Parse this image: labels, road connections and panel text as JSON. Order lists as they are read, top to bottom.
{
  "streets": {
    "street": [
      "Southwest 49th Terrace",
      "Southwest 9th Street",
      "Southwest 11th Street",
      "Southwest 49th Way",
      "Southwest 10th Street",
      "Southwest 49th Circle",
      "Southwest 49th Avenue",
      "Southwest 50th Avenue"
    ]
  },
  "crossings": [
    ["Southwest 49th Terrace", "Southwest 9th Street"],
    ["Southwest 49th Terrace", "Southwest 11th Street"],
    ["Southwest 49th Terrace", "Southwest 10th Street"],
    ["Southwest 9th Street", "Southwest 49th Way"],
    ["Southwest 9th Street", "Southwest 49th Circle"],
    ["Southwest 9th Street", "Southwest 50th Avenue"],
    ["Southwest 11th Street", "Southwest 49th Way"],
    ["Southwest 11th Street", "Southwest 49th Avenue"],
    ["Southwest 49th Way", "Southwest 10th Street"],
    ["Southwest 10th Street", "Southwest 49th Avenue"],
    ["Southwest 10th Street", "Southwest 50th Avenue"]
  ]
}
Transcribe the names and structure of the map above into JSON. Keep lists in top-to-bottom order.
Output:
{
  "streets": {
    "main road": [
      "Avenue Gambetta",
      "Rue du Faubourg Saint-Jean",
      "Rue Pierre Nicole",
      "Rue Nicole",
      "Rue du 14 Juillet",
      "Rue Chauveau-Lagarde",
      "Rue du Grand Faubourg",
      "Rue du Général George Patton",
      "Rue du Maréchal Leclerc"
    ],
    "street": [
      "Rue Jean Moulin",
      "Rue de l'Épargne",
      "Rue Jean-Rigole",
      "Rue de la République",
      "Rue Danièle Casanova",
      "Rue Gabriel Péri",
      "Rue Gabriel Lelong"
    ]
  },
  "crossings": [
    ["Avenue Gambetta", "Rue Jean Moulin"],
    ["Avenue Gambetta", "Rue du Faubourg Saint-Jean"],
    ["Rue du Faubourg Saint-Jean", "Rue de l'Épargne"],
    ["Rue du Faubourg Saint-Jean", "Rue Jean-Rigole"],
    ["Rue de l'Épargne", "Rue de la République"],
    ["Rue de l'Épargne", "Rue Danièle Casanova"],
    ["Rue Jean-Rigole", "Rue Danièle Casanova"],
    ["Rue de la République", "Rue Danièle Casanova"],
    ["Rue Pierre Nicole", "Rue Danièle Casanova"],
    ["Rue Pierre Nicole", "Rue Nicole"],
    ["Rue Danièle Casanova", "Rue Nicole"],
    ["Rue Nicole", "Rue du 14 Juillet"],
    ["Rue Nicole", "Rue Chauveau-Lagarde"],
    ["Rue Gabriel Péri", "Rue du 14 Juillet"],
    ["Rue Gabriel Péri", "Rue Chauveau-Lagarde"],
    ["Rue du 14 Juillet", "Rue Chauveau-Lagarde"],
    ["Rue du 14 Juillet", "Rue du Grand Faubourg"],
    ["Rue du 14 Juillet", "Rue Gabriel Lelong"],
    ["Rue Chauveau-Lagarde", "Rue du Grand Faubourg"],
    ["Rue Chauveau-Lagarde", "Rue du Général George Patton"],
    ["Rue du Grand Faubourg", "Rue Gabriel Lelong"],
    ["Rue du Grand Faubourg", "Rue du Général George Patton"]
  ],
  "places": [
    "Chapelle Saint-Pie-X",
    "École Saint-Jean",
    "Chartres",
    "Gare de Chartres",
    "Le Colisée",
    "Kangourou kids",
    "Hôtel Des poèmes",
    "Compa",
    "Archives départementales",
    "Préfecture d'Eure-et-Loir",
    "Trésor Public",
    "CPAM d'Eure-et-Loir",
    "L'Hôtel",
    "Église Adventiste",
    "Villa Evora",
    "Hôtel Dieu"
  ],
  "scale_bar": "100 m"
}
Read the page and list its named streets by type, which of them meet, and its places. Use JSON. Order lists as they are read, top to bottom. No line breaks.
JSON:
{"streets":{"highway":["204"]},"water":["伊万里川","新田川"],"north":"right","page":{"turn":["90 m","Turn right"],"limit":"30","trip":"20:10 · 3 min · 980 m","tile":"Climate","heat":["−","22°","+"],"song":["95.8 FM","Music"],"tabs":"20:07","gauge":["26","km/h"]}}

## WHAT YOU HAVE TO DO
All of the material is to be retyped verbatim.

## ANSWER FOR THIS EXERCISE
Parse this image: labels, road connections and panel text as JSON. Order lists as they are read, top to bottom.
{
  "streets": {
    "street": [
      "Southwest 49th Terrace",
      "Southwest 9th Street",
      "Southwest 11th Street",
      "Southwest 49th Way",
      "Southwest 10th Street",
      "Southwest 49th Circle",
      "Southwest 49th Avenue",
      "Southwest 50th Avenue"
    ]
  },
  "crossings": [
    ["Southwest 49th Terrace", "Southwest 9th Street"],
    ["Southwest 49th Terrace", "Southwest 11th Street"],
    ["Southwest 49th Terrace", "Southwest 10th Street"],
    ["Southwest 9th Street", "Southwest 49th Way"],
    ["Southwest 9th Street", "Southwest 49th Circle"],
    ["Southwest 9th Street", "Southwest 50th Avenue"],
    ["Southwest 11th Street", "Southwest 49th Way"],
    ["Southwest 11th Street", "Southwest 49th Avenue"],
    ["Southwest 49th Way", "Southwest 10th Street"],
    ["Southwest 10th Street", "Southwest 49th Avenue"],
    ["Southwest 10th Street", "Southwest 50th Avenue"]
  ]
}
Transcribe the names and structure of the map above into JSON. Keep lists in top-to-bottom order.
Output:
{
  "streets": {
    "main road": [
      "Avenue Gambetta",
      "Rue du Faubourg Saint-Jean",
      "Rue Pierre Nicole",
      "Rue Nicole",
      "Rue du 14 Juillet",
      "Rue Chauveau-Lagarde",
      "Rue du Grand Faubourg",
      "Rue du Général George Patton",
      "Rue du Maréchal Leclerc"
    ],
    "street": [
      "Rue Jean Moulin",
      "Rue de l'Épargne",
      "Rue Jean-Rigole",
      "Rue de la République",
      "Rue Danièle Casanova",
      "Rue Gabriel Péri",
      "Rue Gabriel Lelong"
    ]
  },
  "crossings": [
    ["Avenue Gambetta", "Rue Jean Moulin"],
    ["Avenue Gambetta", "Rue du Faubourg Saint-Jean"],
    ["Rue du Faubourg Saint-Jean", "Rue de l'Épargne"],
    ["Rue du Faubourg Saint-Jean", "Rue Jean-Rigole"],
    ["Rue de l'Épargne", "Rue de la République"],
    ["Rue de l'Épargne", "Rue Danièle Casanova"],
    ["Rue Jean-Rigole", "Rue Danièle Casanova"],
    ["Rue de la République", "Rue Danièle Casanova"],
    ["Rue Pierre Nicole", "Rue Danièle Casanova"],
    ["Rue Pierre Nicole", "Rue Nicole"],
    ["Rue Danièle Casanova", "Rue Nicole"],
    ["Rue Nicole", "Rue du 14 Juillet"],
    ["Rue Nicole", "Rue Chauveau-Lagarde"],
    ["Rue Gabriel Péri", "Rue du 14 Juillet"],
    ["Rue Gabriel Péri", "Rue Chauveau-Lagarde"],
    ["Rue du 14 Juillet", "Rue Chauveau-Lagarde"],
    ["Rue du 14 Juillet", "Rue du Grand Faubourg"],
    ["Rue du 14 Juillet", "Rue Gabriel Lelong"],
    ["Rue Chauveau-Lagarde", "Rue du Grand Faubourg"],
    ["Rue Chauveau-Lagarde", "Rue du Général George Patton"],
    ["Rue du Grand Faubourg", "Rue Gabriel Lelong"],
    ["Rue du Grand Faubourg", "Rue du Général George Patton"]
  ],
  "places": [
    "Chapelle Saint-Pie-X",
    "École Saint-Jean",
    "Chartres",
    "Gare de Chartres",
    "Le Colisée",
    "Kangourou kids",
    "Hôtel Des poèmes",
    "Compa",
    "Archives départementales",
    "Préfecture d'Eure-et-Loir",
    "Trésor Public",
    "CPAM d'Eure-et-Loir",
    "L'Hôtel",
    "Église Adventiste",
    "Villa Evora",
    "Hôtel Dieu"
  ],
  "scale_bar": "100 m"
}
Read the page and list its named streets by type, which of them meet, and its places. Use JSON. Order lists as they are read, top to bottom. No line breaks.
JSON:
{"streets":{"highway":["204"]},"water":["伊万里川","新田川"],"north":"right","page":{"turn":["90 m","Turn right"],"limit":"30","trip":"20:10 · 3 min · 980 m","tile":"Climate","heat":["−","22°","+"],"song":["95.8 FM","Music"],"tabs":"20:07","gauge":["26","km/h"]}}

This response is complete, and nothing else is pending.